Common Regex Find & Replace strings used by this Blogger.
As I have stated in other posts, I do a lot of document conversions from pdf, txt and epub to .docx, .odt and Google Docs.Most of the documents are between 5 and 500 pages, occasionally stretching to 700 or 1,000+ pages. I work in a Linux environment, so my most common means of converting documents are Okular, Tesseract (command line), G Suite, and Calibre--in that order, with Okular being the most-often used. In some cases, the documents I am converting have already been scanned into plain text (txt) and I am simply downloading, then converting to final format (usually .odt or .docx) so that I can add images, footnotes, comments, etc., often reconverting the final product back to pdf and/or epub formats. All that is more fully explained in this post.

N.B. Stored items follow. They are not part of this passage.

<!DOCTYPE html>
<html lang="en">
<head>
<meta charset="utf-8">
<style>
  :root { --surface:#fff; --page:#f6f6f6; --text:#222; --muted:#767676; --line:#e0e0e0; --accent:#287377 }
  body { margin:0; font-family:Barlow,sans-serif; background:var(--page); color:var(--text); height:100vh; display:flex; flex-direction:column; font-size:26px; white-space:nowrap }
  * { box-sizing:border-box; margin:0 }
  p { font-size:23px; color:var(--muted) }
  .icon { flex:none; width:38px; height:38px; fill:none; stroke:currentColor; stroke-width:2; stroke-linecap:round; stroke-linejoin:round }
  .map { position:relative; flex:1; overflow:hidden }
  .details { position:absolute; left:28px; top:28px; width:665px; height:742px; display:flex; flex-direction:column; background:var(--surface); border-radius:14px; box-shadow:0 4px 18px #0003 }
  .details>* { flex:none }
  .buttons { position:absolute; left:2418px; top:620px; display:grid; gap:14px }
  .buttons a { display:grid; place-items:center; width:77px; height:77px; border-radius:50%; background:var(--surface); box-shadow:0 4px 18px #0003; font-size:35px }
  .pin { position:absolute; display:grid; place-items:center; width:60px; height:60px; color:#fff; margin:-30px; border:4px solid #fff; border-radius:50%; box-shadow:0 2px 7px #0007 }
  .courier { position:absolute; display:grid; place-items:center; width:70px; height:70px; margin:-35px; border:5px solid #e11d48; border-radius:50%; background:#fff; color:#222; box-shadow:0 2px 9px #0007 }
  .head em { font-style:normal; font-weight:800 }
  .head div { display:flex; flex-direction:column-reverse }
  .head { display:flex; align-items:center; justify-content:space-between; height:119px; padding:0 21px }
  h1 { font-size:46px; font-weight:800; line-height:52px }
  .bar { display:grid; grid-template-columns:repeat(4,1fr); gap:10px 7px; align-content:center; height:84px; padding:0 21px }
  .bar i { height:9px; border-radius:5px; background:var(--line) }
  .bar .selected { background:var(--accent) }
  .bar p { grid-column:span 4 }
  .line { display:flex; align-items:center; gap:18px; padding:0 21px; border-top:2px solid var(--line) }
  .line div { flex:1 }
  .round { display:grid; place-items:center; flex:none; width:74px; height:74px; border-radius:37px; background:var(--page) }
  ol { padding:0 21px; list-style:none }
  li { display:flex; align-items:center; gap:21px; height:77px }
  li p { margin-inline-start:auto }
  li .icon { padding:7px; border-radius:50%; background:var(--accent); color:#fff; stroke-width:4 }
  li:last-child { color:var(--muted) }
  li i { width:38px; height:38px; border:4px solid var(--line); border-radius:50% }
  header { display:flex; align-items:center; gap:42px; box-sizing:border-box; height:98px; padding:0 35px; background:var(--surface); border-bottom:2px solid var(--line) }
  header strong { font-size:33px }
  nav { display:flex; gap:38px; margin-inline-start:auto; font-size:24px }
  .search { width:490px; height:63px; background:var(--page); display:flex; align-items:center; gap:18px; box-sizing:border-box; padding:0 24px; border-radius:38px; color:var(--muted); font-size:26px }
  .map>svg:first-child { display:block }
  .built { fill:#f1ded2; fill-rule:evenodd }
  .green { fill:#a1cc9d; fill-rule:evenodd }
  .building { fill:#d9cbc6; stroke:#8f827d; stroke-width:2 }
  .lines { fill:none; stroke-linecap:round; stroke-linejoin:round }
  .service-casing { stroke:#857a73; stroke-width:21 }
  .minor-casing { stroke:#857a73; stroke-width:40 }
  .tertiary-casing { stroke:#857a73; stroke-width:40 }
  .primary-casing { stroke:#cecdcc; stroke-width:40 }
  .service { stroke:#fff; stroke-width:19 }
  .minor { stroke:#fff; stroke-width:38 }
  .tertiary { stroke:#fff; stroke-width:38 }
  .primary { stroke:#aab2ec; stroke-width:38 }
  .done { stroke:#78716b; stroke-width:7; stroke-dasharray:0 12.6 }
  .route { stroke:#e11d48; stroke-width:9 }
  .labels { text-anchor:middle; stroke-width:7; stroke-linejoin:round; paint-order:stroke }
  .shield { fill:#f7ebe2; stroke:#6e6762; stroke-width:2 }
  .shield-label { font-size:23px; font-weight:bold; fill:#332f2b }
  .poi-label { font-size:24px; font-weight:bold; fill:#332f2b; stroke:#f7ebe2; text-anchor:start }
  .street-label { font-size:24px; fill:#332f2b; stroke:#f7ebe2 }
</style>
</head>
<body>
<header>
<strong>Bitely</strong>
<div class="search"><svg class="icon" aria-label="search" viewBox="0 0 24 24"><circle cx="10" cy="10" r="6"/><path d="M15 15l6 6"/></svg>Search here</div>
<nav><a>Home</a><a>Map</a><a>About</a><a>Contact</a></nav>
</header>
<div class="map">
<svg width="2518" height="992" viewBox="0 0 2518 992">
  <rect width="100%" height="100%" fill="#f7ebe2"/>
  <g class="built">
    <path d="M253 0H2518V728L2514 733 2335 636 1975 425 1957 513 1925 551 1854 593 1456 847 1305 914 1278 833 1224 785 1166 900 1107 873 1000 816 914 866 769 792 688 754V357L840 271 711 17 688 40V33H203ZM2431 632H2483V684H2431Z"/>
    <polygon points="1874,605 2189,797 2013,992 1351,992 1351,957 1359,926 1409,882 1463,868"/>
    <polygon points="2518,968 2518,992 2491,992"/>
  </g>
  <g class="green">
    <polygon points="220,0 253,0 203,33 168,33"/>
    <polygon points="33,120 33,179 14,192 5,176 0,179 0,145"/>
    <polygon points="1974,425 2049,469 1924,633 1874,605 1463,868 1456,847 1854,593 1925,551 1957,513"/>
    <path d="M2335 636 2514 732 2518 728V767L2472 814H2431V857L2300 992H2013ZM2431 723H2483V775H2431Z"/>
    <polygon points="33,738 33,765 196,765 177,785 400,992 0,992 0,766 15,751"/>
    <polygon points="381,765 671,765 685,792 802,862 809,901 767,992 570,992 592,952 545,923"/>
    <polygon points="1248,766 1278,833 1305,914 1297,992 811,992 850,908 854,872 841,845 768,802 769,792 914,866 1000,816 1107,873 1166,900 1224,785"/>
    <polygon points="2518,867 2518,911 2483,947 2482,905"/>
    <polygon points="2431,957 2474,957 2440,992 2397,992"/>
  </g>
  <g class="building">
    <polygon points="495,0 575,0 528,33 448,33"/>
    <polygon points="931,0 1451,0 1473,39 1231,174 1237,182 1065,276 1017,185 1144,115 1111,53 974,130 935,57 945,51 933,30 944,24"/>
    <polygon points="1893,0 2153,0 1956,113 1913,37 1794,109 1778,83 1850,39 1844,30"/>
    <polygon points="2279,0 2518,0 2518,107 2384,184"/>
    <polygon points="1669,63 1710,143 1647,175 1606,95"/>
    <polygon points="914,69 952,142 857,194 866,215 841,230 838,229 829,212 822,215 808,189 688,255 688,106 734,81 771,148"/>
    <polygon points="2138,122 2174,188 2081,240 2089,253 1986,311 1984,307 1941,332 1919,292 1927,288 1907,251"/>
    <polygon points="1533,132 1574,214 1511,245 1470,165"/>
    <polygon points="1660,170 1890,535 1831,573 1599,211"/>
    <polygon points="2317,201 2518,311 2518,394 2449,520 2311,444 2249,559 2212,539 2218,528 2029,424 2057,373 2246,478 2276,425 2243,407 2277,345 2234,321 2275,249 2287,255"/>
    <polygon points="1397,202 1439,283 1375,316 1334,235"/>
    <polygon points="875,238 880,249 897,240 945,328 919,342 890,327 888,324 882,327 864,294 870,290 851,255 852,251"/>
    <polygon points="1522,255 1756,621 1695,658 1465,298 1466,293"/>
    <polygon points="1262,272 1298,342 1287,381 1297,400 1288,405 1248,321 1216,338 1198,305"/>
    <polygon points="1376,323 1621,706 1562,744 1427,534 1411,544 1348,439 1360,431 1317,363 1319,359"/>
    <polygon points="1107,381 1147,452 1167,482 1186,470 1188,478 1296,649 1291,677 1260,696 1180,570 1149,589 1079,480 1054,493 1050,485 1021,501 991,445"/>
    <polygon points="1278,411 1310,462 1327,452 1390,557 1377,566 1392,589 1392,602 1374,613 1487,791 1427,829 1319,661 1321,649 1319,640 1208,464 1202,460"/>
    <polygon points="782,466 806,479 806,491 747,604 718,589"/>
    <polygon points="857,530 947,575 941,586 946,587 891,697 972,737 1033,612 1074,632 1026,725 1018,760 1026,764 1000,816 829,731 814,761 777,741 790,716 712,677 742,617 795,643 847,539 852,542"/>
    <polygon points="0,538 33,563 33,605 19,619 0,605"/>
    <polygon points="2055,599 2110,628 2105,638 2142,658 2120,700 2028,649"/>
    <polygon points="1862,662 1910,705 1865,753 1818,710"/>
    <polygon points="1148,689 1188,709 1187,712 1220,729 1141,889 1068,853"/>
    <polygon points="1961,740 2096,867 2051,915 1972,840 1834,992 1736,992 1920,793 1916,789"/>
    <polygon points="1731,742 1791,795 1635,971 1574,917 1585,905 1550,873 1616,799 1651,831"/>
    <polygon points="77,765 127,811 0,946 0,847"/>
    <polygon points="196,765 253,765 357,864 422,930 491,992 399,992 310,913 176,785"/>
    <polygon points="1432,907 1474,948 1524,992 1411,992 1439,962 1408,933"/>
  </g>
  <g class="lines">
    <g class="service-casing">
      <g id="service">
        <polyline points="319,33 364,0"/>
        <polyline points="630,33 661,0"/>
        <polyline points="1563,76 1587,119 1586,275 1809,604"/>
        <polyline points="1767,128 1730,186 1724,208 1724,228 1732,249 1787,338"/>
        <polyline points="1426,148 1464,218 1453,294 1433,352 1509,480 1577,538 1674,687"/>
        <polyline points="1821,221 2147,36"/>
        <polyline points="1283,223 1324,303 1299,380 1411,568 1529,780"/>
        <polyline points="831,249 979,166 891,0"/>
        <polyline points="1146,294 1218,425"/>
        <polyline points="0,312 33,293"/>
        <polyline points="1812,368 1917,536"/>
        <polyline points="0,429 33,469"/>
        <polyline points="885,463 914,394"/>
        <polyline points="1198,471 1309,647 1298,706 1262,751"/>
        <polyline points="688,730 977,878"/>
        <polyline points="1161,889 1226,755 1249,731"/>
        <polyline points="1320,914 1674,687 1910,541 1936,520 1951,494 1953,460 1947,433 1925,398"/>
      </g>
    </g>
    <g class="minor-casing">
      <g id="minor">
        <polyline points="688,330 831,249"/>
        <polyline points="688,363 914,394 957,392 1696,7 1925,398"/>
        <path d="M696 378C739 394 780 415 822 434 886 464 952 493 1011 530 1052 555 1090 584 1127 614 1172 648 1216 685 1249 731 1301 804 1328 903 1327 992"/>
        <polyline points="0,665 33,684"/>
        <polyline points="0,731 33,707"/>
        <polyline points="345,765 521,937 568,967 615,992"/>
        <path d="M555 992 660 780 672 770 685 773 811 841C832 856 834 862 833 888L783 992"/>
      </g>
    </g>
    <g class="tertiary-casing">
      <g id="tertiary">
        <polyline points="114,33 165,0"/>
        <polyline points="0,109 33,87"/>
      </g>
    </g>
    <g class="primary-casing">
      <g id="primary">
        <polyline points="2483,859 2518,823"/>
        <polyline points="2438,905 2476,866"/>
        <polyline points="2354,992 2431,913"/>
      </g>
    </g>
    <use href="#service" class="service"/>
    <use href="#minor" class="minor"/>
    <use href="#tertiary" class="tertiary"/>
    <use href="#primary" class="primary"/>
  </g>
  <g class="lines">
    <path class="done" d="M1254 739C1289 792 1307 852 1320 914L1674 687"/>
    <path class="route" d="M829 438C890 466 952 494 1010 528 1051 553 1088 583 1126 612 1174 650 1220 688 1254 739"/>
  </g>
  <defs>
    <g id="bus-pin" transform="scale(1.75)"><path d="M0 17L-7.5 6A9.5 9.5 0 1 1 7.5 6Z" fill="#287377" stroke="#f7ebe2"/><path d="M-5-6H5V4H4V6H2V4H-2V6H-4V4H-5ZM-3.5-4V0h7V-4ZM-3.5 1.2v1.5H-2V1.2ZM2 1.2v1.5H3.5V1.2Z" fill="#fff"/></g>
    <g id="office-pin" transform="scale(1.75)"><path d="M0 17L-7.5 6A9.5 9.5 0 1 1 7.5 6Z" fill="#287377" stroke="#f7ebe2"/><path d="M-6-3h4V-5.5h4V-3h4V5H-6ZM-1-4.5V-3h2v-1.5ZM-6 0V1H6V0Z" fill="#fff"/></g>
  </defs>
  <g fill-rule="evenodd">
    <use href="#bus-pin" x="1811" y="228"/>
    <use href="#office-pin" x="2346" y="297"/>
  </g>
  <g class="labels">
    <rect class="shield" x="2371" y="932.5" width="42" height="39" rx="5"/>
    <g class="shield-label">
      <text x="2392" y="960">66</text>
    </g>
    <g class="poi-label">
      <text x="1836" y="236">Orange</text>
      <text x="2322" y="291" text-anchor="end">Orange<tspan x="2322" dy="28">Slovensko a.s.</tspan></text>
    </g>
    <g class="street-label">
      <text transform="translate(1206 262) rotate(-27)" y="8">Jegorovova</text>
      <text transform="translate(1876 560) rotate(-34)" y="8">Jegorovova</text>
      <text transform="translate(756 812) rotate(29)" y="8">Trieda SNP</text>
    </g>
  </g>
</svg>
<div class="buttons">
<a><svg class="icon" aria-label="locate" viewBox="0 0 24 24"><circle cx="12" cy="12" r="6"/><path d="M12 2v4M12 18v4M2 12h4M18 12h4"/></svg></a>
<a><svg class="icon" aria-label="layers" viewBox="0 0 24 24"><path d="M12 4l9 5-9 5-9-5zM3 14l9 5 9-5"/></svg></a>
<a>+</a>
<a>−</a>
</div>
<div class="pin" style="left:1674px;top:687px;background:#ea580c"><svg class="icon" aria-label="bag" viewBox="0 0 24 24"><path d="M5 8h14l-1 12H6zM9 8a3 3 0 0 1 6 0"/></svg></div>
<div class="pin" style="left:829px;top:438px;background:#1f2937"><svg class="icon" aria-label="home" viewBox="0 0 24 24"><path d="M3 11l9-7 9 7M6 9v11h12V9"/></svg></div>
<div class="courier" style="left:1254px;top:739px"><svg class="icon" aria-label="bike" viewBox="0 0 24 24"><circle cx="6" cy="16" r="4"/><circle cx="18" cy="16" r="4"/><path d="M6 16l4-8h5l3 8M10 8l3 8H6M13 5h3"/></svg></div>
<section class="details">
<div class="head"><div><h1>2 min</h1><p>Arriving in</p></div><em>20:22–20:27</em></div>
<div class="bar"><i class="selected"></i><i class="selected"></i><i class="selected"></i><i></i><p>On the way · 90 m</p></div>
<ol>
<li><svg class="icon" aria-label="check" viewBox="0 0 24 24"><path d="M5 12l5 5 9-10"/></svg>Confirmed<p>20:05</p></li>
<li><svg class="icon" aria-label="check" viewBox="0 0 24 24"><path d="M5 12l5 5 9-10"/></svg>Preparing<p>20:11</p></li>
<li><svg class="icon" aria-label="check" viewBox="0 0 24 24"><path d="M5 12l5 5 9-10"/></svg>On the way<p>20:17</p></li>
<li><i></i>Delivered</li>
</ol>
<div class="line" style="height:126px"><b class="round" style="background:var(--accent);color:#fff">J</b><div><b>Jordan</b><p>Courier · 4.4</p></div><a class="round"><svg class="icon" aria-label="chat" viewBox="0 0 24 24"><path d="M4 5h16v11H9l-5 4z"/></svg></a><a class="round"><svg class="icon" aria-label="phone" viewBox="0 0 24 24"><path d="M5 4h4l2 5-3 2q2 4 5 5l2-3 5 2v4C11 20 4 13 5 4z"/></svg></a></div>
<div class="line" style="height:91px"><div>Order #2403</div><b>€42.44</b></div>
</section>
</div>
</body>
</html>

Below are some of the more common (and not-so-common) Regex and non-Regex hacks I use. Again, I work strictly in a Linux OS environment, but much of my work is converted to MS Work and Google Docs, so I use LibreOffice's built-in Find and Replace, along with an occasional foray into the Alternate Find & Replace extension, to clean up converted documents.
Some common Find &Replace hacks, using Regular Expressions: (All within LibreOffice Writer)
(non-Regex) Replacing multiple, contiguous spaces with a single space.Many of the documents I download and convert have a lot of multiple-spaces between words, sometimes as many as 30, or as few as 2, spaces between words. This is really simple, so you probably cannot screw it up, even if you try.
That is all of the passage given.